The Moderation Model guardrail delegates content moderation to a dedicated moderation model (such as OpenAI's moderation endpoint) rather than using an LLM prompt.

This is different from the Language moderation guardrail which uses a regular LLM provider with a hardcoded prompt. The Moderation Model guardrail calls a purpose-built moderation API that is faster, cheaper, and more accurate for content classification.

How it works

  1. All message content is concatenated and sent to the configured moderation model
  2. The moderation model analyzes the content and returns flagged categories (e.g. hate, violence, sexual, etc.)
  3. If any category is flagged, the request is denied with a message listing the flagged categories
  4. If nothing is flagged, the request passes through

Configuration

The following configuration has to be placed in your LLM provider entity in the Guardrail Validation section.

"guardrails": [
{
"enabled": true,
"before": true,
"after": true,
"id": "moderation_model",
"config": {
"moderation_model": "moderation_model_xxxxxxxxx"
}
}
]

Field explanations

  • enabled: true — The guardrail is active
  • before: true — The guardrail applies to user input before sending to the LLM
  • after: true — The guardrail applies to the LLM response
  • id: "moderation_model" — The identifier for this guardrail

Config section

  • moderation_model: Reference ID to a moderation model entity configured in the AI extension. This must point to a dedicated moderation model (e.g. OpenAI's omni-moderation-latest), not a regular LLM provider.
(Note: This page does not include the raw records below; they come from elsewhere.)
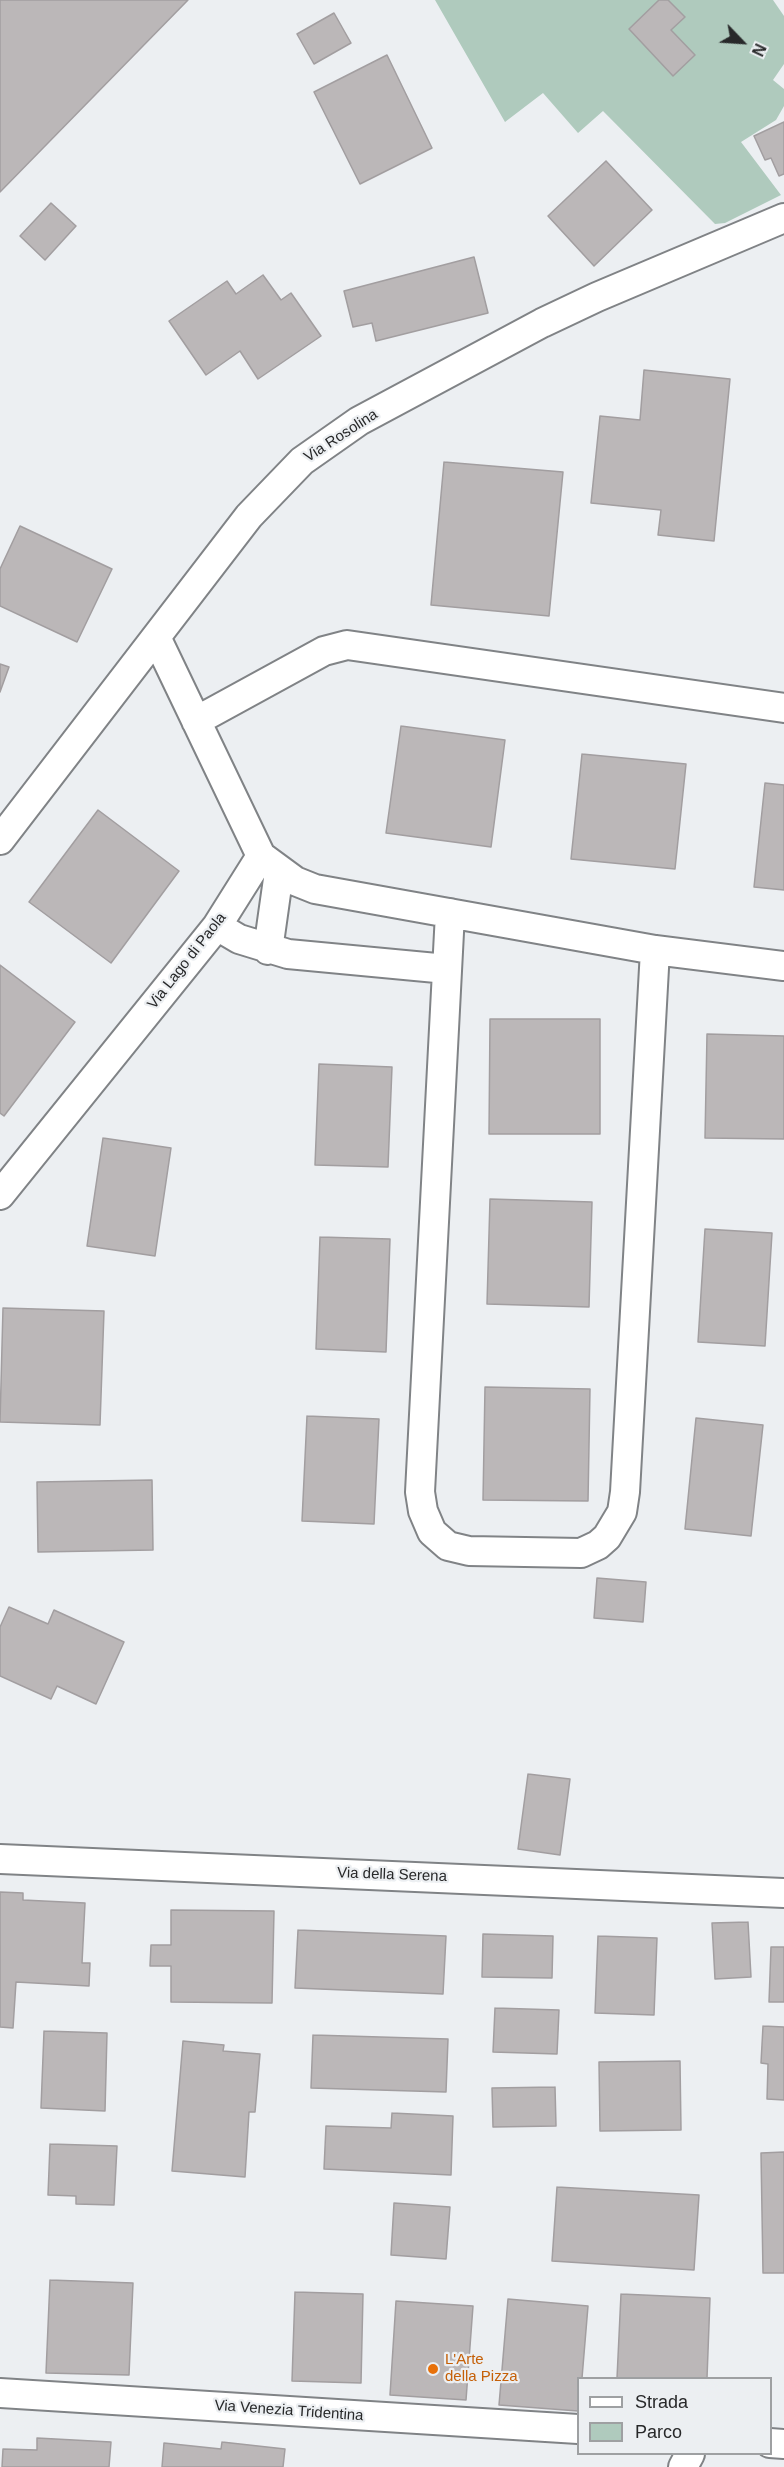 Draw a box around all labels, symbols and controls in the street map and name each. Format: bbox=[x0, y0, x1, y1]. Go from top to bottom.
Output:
north arrow bbox=[712, 12, 772, 72]
text: N bbox=[749, 41, 769, 59]
street label: Via Rosolina bbox=[301, 406, 381, 466]
street label: Via Lago di Paola bbox=[144, 909, 230, 1013]
street label: Via della Serena bbox=[337, 1864, 447, 1886]
place label: L'Arte della Pizza bbox=[445, 2351, 518, 2386]
marker: L'Arte della Pizza bbox=[426, 2362, 440, 2376]
legend bbox=[577, 2377, 772, 2455]
text: Strada bbox=[635, 2392, 688, 2412]
street label: Via Venezia Tridentina bbox=[214, 2397, 364, 2425]
text: Parco bbox=[635, 2422, 682, 2442]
Supported moderation models

See the supported moderation models section. Currently supported:

  • OpenAI
    • omni-moderation-latest

Denial response example

When content is flagged, the guardrail returns a denial message like:

Message has been flagged in the following categories: hate, violence

When to use this vs Language moderation

Moderation ModelLanguage Moderation
BackendDedicated moderation APIRegular LLM with a prompt
SpeedFast (purpose-built)Slower (full LLM call)
CostLowHigher (uses LLM tokens)
AccuracyHigh for standard categoriesCustomizable via prompt
CustomizationFixed categories from the APIFlexible, prompt-driven

Use Moderation Model when you need fast, reliable detection of standard harmful content categories. Use Language Moderation when you need custom moderation rules beyond standard categories.